The Translation Pipeline¶
The complete translation pipeline works as follows:
- API receives a payload filter
- The filter is parsed into Python objects
- Based on the search type and parameters, an appropriate search strategy is selected:
- Simple search (vector only)
- Advanced search (vector + filter)
- Similarity-ordered search
- With or without returning vectors
- The appropriate SQL function is called with parameters based on the filter
- Results are processed and returned
SQL Optimization Techniques¶
Several optimization techniques are used when translating payload filters to SQL:
1. Pre-filtering¶
Where possible, Embedding Studio first filters objects by metadata before computing vector distances, which is more computationally expensive.
2. Pagination Management¶
The system uses SQL's LIMIT
and OFFSET
for efficient pagination.
3. Specialized Indexes¶
PostgreSQL's JSONB indexes are used for payload fields that are frequently queried.
4. Custom SQL Functions¶
Pre-compiled SQL functions optimize common query patterns.
5. Materialized CTEs¶
Common Table Expressions with the materialized
hint force PostgreSQL to materialize intermediate results, improving performance for complex queries.
Example: Full Translation Process¶
Let's trace a complete translation example:
-
Original API request:
{ "search_query": "smartphone", "filter": { "query": { "bool": { "must": [ {"term": {"field": "category", "value": "electronics"}} ], "filter": [ {"field": "price", "range": {"gte": 300, "lte": 1000}} ] } } }, "limit": 10 }
-
Parsed into Python objects:
SimilaritySearchRequest( search_query="smartphone", filter=PayloadFilter( query=BoolQuery( must=[TermQuery(term=SingleValueQuery(field="category", value="electronics"))], filter=[RangeQuery(field="price", range=RangeCondition(gte=300, lte=1000))] ) ), limit=10 )
-
Payload filter translated to SQL:
( ((payload ->> 'category') = 'electronics') AND (((payload ->> 'price')::numeric) >= 300 AND ((payload ->> 'price')::numeric) <= 1000) )
-
Embedded in a vector search SQL function call:
SELECT result_object_id, result_payload, result_storage_meta, result_user_id, result_original_id, result_part_ids, result_distance, subset_count FROM advanced_so_model_name_cosine( '[0.1, 0.2, ...]'::vector, -- Vectorized search query NULL, -- user_id parameter $FILTER$( -- The translated filter ((payload ->> 'category') = 'electronics') AND (((payload ->> 'price')::numeric) >= 300 AND ((payload ->> 'price')::numeric) <= 1000) )$FILTER$, 10, -- limit parameter 0, -- offset parameter NULL, -- max_distance parameter 50, -- enlarged_limit parameter 0, -- enlarged_offset parameter FALSE -- average_only parameter );
-
Results returned: The query executes and returns the appropriate records, which are then processed into the API response format.
Conclusion¶
The translation of payload filters to SQL in Embedding Studio is a sophisticated process that bridges the gap between user-friendly filter definitions and efficient database queries.
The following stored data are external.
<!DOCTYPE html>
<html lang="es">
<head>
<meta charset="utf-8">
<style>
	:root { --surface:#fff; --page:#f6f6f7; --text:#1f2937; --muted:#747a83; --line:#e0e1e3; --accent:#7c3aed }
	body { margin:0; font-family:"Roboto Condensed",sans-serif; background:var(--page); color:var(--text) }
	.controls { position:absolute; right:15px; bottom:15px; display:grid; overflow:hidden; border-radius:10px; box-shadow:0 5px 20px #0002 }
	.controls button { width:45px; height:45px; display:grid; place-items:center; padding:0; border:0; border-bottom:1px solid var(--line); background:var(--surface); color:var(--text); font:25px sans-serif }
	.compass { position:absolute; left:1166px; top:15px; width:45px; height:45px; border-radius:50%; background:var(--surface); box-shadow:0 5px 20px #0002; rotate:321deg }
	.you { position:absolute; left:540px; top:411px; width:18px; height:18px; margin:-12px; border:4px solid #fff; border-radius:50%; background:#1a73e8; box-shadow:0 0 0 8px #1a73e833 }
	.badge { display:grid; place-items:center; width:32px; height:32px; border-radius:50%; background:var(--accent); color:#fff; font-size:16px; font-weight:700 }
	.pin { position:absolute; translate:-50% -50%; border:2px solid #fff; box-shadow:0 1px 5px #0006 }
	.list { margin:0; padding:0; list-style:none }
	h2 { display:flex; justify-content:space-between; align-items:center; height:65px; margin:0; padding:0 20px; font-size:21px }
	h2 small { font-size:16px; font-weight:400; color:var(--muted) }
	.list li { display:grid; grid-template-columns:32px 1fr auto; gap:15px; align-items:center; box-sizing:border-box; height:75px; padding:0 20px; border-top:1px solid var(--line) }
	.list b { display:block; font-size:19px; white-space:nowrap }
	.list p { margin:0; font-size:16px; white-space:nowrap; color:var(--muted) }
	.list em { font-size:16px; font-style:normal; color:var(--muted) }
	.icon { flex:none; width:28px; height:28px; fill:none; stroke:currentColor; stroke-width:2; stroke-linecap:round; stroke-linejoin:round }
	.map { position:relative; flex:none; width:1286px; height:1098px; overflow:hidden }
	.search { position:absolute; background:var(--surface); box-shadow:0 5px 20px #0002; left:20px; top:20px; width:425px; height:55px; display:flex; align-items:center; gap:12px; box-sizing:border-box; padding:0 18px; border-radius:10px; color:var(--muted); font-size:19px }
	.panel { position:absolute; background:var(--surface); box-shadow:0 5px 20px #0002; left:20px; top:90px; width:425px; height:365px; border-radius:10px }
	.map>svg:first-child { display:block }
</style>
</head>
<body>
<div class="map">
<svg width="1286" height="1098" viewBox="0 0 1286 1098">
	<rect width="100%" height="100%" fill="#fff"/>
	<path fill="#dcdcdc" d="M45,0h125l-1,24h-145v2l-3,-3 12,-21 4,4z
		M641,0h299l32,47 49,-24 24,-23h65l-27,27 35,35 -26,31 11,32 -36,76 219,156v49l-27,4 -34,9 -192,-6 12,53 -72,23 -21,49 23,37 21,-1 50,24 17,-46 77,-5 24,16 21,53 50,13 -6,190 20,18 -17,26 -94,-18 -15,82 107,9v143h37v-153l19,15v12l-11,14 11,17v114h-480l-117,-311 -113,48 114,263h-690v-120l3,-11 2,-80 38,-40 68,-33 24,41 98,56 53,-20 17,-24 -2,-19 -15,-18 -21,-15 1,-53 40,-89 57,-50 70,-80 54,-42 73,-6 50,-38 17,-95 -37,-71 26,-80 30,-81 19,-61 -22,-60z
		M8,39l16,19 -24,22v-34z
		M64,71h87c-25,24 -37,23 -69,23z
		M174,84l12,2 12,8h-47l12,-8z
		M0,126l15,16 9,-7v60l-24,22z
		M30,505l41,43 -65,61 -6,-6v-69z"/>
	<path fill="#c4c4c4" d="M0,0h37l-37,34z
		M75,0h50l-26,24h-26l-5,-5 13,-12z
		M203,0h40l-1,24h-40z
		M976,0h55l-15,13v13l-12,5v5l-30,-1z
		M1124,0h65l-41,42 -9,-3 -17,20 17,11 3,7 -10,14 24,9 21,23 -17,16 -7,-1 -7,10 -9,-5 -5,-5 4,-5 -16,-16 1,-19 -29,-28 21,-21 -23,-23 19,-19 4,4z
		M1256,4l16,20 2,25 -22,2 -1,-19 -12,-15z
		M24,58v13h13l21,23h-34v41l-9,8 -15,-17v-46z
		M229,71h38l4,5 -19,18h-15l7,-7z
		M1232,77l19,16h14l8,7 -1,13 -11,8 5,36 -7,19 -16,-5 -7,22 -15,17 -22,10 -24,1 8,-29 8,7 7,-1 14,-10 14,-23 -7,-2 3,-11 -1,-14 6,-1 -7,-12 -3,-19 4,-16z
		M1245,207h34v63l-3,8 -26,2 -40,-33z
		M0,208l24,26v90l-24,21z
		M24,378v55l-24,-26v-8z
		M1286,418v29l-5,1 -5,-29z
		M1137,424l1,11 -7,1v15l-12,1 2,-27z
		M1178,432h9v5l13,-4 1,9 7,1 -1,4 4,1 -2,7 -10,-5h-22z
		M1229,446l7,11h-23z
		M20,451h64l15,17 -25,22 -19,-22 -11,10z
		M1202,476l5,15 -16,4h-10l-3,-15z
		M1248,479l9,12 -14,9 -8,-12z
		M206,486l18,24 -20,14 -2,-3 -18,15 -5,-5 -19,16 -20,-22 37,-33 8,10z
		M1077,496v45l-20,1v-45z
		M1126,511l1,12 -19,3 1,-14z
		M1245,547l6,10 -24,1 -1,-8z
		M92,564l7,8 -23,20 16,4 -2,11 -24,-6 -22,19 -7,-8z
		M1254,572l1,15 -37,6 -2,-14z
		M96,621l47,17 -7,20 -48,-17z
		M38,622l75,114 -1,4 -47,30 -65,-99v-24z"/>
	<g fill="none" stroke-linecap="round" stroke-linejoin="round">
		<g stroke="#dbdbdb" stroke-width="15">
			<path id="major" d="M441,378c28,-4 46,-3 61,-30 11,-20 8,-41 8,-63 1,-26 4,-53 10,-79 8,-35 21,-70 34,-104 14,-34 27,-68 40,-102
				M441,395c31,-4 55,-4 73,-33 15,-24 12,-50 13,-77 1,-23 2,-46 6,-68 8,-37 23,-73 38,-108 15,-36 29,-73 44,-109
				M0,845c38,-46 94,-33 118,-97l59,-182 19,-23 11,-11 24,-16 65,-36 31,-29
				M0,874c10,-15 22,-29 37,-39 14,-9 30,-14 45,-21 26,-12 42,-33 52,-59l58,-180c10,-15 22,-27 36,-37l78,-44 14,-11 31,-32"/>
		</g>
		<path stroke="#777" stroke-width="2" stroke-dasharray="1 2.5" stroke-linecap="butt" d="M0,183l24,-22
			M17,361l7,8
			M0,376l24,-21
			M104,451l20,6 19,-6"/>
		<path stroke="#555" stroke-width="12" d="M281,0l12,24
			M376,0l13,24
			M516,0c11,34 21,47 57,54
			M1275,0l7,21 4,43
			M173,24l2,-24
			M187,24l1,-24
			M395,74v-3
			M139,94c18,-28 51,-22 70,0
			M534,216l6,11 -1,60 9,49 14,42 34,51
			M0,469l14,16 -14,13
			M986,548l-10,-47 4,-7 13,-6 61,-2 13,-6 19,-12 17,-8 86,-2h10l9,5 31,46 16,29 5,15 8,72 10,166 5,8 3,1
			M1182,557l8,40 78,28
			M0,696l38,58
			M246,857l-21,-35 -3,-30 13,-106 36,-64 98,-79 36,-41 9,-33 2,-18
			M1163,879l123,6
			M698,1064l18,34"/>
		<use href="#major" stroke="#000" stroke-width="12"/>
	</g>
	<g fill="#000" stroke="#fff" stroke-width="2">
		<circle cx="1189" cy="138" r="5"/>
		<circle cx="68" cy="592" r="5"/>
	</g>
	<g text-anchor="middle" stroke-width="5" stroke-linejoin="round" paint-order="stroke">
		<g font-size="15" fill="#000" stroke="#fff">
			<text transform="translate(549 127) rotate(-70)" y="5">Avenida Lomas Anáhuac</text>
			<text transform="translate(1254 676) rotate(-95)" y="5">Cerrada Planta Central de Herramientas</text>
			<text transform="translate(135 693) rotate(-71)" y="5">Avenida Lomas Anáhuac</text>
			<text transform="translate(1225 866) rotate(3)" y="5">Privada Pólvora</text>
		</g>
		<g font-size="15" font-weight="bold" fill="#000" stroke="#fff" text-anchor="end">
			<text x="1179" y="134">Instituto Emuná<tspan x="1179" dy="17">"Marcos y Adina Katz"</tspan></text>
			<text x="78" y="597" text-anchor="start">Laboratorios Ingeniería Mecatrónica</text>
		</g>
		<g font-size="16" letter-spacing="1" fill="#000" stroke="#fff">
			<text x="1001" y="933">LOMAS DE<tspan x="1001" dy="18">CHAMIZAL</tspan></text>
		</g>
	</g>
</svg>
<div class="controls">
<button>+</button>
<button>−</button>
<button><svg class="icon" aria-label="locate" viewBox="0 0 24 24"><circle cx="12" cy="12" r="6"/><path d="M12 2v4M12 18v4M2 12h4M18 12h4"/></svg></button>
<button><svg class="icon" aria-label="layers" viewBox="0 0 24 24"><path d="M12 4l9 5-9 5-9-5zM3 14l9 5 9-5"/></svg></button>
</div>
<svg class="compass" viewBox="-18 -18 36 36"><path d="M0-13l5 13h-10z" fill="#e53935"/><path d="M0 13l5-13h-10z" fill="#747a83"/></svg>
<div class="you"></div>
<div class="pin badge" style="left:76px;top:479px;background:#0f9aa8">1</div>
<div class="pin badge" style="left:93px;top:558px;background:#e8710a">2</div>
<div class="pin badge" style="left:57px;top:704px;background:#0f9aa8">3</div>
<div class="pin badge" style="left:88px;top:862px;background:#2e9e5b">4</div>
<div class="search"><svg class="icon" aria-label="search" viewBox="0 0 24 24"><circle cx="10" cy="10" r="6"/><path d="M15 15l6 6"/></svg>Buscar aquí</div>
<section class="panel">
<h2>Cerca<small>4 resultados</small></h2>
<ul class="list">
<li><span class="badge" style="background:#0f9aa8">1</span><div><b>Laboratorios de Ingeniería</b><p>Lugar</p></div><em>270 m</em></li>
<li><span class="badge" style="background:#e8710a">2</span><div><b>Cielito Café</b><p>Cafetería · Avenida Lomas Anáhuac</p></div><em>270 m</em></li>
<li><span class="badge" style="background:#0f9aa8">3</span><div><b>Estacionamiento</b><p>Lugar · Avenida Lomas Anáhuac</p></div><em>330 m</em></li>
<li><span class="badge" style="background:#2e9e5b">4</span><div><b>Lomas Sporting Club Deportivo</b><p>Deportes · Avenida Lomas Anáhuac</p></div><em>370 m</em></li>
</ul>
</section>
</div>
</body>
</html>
By leveraging PostgreSQL's JSONB capabilities and pgvector's similarity search functions, Embedding Studio provides a powerful yet performant way to filter vector search results by metadata.
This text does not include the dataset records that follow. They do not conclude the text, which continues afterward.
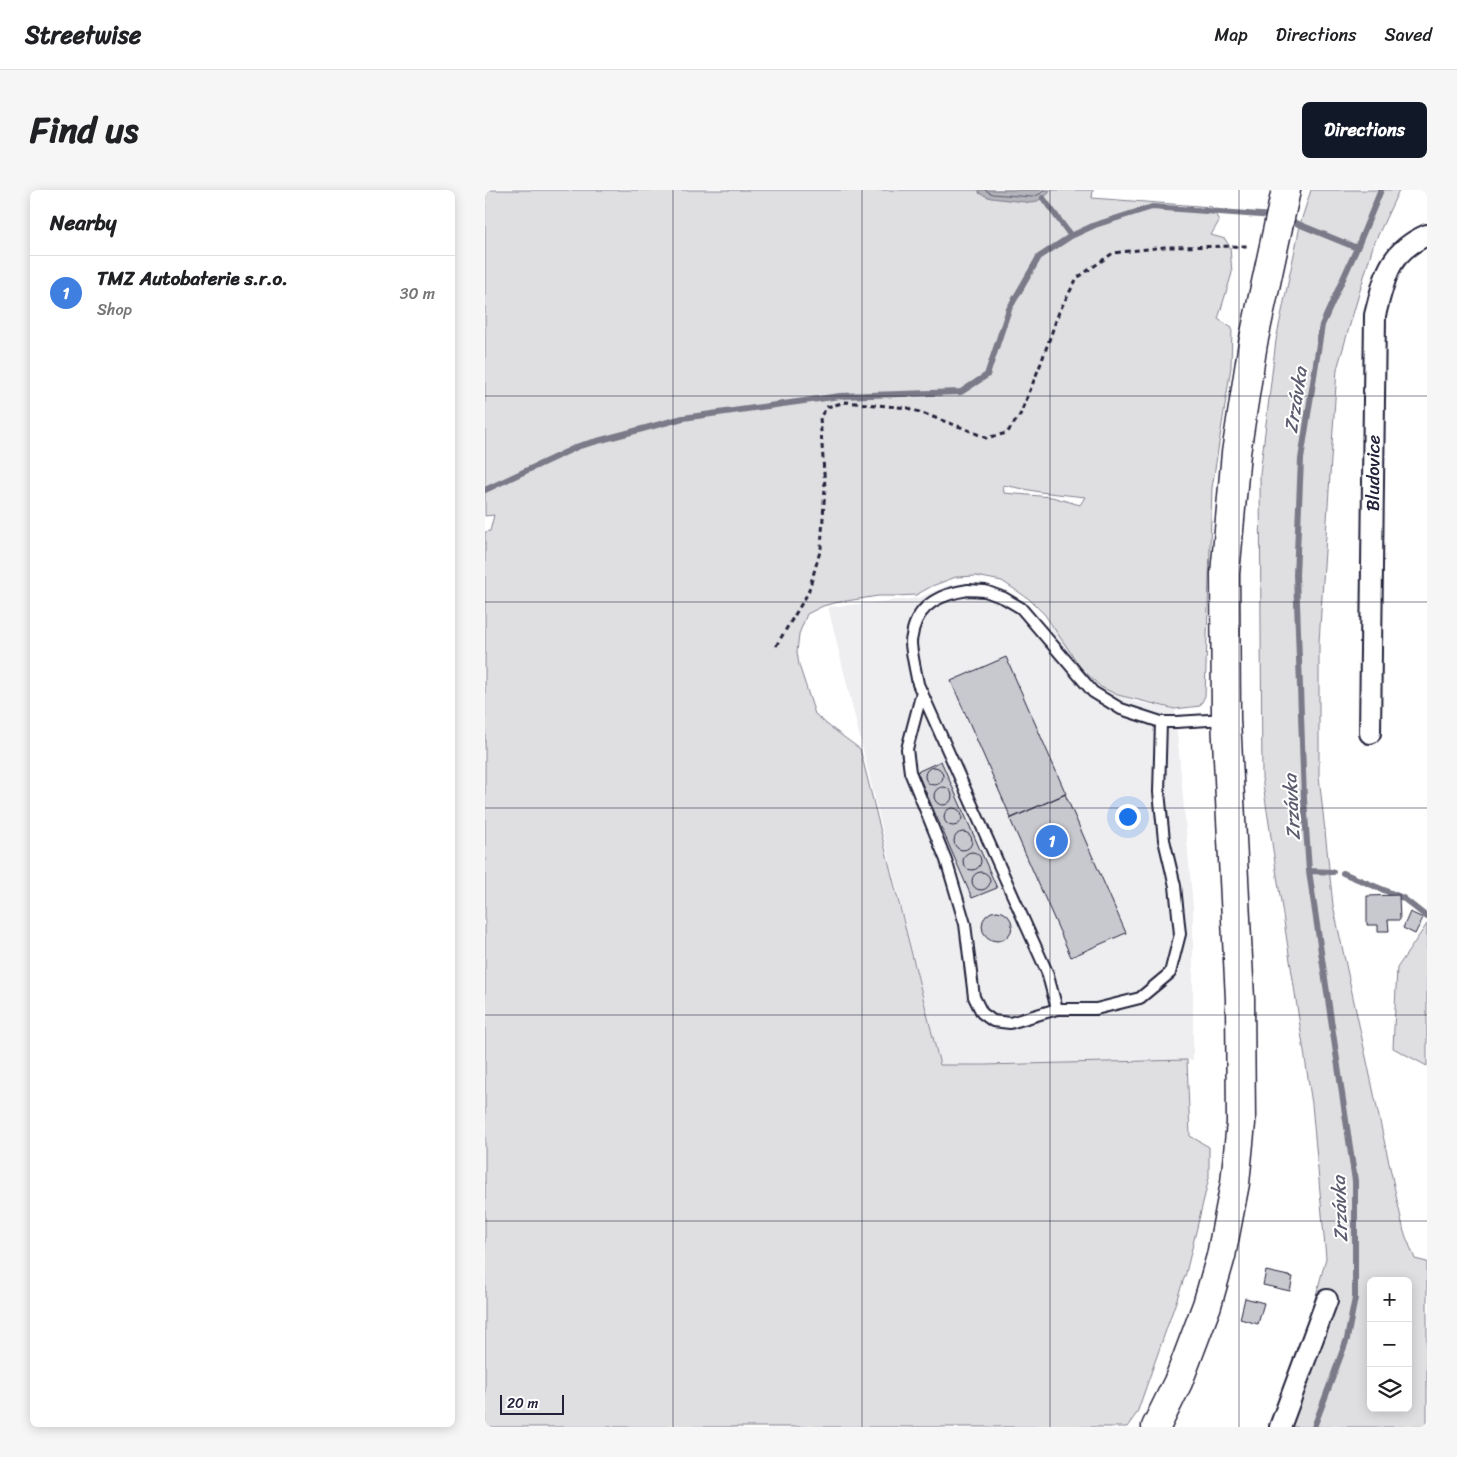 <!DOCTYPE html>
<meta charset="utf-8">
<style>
body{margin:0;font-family:Sriracha,sans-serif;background:#f6f6f6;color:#202124}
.controls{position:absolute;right:15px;bottom:15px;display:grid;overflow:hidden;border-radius:8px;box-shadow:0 2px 12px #0003}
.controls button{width:45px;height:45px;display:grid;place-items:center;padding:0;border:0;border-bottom:1px solid #e0e0e0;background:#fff;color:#202124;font:25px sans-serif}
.scale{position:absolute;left:15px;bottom:12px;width:64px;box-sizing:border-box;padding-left:5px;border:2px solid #22223b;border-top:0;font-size:14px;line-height:18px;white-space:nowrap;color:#22223b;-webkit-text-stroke:4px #fff;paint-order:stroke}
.you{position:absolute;left:642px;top:626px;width:18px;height:18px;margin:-12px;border:4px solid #fff;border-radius:50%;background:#1a73e8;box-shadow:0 0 0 8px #1a73e833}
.badge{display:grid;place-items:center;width:32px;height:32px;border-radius:50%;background:#111827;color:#fff;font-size:16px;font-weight:700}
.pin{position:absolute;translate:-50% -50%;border:2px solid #fff;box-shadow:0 1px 5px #0006}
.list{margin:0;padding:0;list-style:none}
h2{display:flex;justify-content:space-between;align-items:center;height:65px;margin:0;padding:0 20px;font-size:21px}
h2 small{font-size:16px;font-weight:400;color:#757577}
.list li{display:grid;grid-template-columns:32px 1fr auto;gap:15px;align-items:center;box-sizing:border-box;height:75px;padding:0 20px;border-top:1px solid #e0e0e0}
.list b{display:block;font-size:19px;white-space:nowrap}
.list p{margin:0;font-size:16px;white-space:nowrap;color:#757577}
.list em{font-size:16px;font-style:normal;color:#757577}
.icon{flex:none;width:28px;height:28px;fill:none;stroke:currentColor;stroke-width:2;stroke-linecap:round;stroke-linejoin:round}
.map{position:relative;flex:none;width:942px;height:1237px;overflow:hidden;border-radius:8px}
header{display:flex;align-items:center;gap:30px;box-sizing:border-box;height:70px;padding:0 25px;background:#fff;border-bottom:1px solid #e0e0e0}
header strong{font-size:24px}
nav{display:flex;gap:28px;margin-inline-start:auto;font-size:18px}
.intro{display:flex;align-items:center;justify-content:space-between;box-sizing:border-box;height:120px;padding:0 30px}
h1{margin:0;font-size:35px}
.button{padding:12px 22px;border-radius:8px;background:#111827;color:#fff;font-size:18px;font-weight:700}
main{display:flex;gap:30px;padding:0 30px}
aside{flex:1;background:#fff;border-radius:8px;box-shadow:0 2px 12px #0003}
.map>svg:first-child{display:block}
.built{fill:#eeeef1}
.green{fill:#dfdfe2;stroke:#80808e;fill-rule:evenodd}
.water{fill:#b4b4bc;stroke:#7a7a88}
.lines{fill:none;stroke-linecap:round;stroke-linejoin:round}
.shore{stroke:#5c5c6f;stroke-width:1}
.stream{stroke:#7a7a88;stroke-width:6}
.building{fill:#c8c8cf;stroke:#22223b}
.service-casing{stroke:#22223b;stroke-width:14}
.minor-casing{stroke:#22223b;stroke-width:24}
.primary-casing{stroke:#22223b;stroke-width:31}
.path{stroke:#22223b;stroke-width:3;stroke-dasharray:5 4;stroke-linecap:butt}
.service{stroke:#fff;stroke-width:10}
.minor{stroke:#fff;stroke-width:20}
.primary{stroke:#fff;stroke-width:28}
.grid{fill:none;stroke:#22223b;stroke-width:1;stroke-opacity:0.55}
.labels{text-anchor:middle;stroke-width:4;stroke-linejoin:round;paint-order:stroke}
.street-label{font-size:18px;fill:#22223b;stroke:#fff}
.water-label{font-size:19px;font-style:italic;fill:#5c5c6f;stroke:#fff}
</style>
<header>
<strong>Streetwise</strong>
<nav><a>Map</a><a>Directions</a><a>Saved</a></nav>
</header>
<div class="intro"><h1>Find us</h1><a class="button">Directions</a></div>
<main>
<aside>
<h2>Nearby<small></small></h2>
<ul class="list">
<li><span class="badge" style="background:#3f7fe0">1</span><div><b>TMZ Autobaterie s.r.o.</b><p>Shop</p></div><em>30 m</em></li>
</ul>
</aside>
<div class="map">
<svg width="942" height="1237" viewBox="0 0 942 1237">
<rect width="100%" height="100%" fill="#fff"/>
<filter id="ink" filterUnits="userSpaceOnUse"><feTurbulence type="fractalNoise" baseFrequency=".02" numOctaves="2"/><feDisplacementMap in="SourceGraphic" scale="10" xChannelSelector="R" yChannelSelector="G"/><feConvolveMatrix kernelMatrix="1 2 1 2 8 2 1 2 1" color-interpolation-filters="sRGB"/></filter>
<g filter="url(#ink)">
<!-- built -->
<path class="built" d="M 501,393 L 540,411 L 560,435 L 568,436 L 596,478 L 616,497 L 651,512 L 690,519 L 708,717 L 708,870 L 455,875 L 343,417 L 424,409 L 436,407 L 464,395 Z"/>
<!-- green -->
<path class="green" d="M 0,0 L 608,0 L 607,8 L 727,17 L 734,31 L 726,45 L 740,49 L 745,57 L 747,83 L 733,129 L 747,138 L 746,177 L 727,298 L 720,506 L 715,516 L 690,519 L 633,505 L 616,497 L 596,478 L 560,425 L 544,409 L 517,391 L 491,386 L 471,387 L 447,396 L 431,405 L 410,406 L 393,406 L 349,413 L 338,416 L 322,424 L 314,444 L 312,462 L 314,475 L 330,524 L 344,536 L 375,559 L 455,875 L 499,875 L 702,870 L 705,946 L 724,957 L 724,988 L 701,1083 L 652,1223 L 642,1237 L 0,1237 L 0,342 L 5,341 L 9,325 L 0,326 ZM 518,295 L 555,302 L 600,307 L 595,315 L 567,307 L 519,303 Z
M 826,0 L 914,0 L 888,56 L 852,179 L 834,452 L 834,586 L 848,715 L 919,1042 L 930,1069 L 942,1072 L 942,1237 L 786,1237 L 815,1165 L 841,1068 L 827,914 L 777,588 L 775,284 L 791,150 L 816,31 ZM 886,1091 L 923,1091 L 923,1218 L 886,1218 Z
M 942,734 L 942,876 L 908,858 L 912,778 Z"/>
<!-- water -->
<path class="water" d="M 494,0 L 564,0 L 564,3 L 558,8 L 548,13 L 506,8 L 494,3 Z"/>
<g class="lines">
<!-- shore -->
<path class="shore" d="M 500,0 L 507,4 L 547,7 L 555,4 L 559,0"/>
<!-- stream -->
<path class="stream" d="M 558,8 L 586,46
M 801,29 L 872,58
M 0,300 L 94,256 L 198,228 L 355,206 L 476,202 L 502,185 L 524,119 L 554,67 L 586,46 L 610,35 L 667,17 L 789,26
M 824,681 L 848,682
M 858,683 L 918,708 L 942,727
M 829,1237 L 862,1149 L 870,1108 L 870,991 L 824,681 L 819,609 L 811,385 L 816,269 L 837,135 L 872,58 L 896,0"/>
</g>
<!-- building -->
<path class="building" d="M 521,467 L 581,604 L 526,628 L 466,491 Z
M 456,571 L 512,698 L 487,708 L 432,582 Z
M440 586a9 9 0 1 1 18 0a9 9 0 1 1-18 0Z
M449 606a9 9 0 1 1 18 0a9 9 0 1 1-18 0Z
M 580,604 L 641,743 L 586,767 L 525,629 Z
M459 627a9 9 0 1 1 18 0a9 9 0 1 1-18 0Z
M469 651a9 9 0 1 1 18 0a9 9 0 1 1-18 0Z
M478 671a9 9 0 1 1 18 0a9 9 0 1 1-18 0Z
M487 691a9 9 0 1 1 18 0a9 9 0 1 1-18 0Z
M 914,705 L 915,730 L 903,730 L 904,741 L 893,741 L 893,735 L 882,735 L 882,706 Z
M497 736a15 15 0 1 1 30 0a15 15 0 1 1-30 0Z
M 925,722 L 938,728 L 930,744 L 918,738 Z
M 781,1081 L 808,1087 L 805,1101 L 778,1095 Z
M 760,1108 L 779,1113 L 773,1134 L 755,1129 Z"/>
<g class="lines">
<!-- service casing -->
<g class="service-casing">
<path id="service" d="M 483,400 L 500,401 L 519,408 L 536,418 L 608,502 L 636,519 L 676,532 L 674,602 L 679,650 L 690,696 L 695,744 L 685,783 L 655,808 L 611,819 L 572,819 L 562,782 L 433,494 C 431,482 426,462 426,452 C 426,448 428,444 428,440 C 435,413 457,404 483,400 Z
M 437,502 L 422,559 L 425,582 L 461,670 L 480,734 L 489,807 L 497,823 L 508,831 L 525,833 L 572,819
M 676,532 L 691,532 L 740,529"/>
</g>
<!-- minor casing -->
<g class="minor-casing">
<g id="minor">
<path id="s1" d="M 885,543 L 890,125 C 900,87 903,62 942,45"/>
<path d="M 795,1237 L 842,1110"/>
</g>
</g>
<!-- primary casing -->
<g class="primary-casing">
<path id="primary" d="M 671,1237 L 693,1192 L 722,1115 L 736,1066 L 750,993 L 756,933 L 755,809 L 741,529 L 740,384 L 751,263 L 768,153 L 801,0"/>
</g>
<!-- path -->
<path class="path" d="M 291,456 L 323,403 L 336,358 L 340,297 L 335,227 L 342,217 L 361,212 L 423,218 L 481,239 L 501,248 L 522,243 L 535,225 L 556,173 L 574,122 L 592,88 L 628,63 L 679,57 L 765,56"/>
<!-- service -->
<use href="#service" class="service"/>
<!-- minor -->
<use href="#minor" class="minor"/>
<!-- primary -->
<use href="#primary" class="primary"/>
</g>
</g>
<!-- grid -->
<path class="grid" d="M 188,0 L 188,1237M 377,0 L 377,1237M 565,0 L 565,1237M 754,0 L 754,1237M 0,206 L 942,206M 0,412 L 942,412M 0,618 L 942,618M 0,825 L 942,825M 0,1031 L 942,1031"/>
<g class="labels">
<!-- street labels -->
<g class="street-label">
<text dy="6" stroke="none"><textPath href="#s1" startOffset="260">Bludovice</textPath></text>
</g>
<!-- water labels -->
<g class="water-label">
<text transform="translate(810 210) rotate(-81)" y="7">Zrzávka</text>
<text transform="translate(806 617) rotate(-93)" y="7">Zrzávka</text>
<text transform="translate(854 1019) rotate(-92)" y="7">Zrzávka</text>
</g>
</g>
</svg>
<div class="controls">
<button>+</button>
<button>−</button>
<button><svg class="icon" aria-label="layers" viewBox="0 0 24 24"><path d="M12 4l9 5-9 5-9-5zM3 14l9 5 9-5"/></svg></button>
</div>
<div class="scale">20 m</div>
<div class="you"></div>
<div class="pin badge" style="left:567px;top:651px;background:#3f7fe0">1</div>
</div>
</main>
Understanding this translation process can help you:
- Design more efficient payload filters
- Troubleshoot unexpected search results
- Optimize database indexes for your specific query patterns
- Balance vector similarity with metadata filtering for optimal search experiences
Whether you're building a semantic product search, document retrieval system, or recommendation engine, the payload filter to SQL translation is a key part of making your vector search both powerful and precise.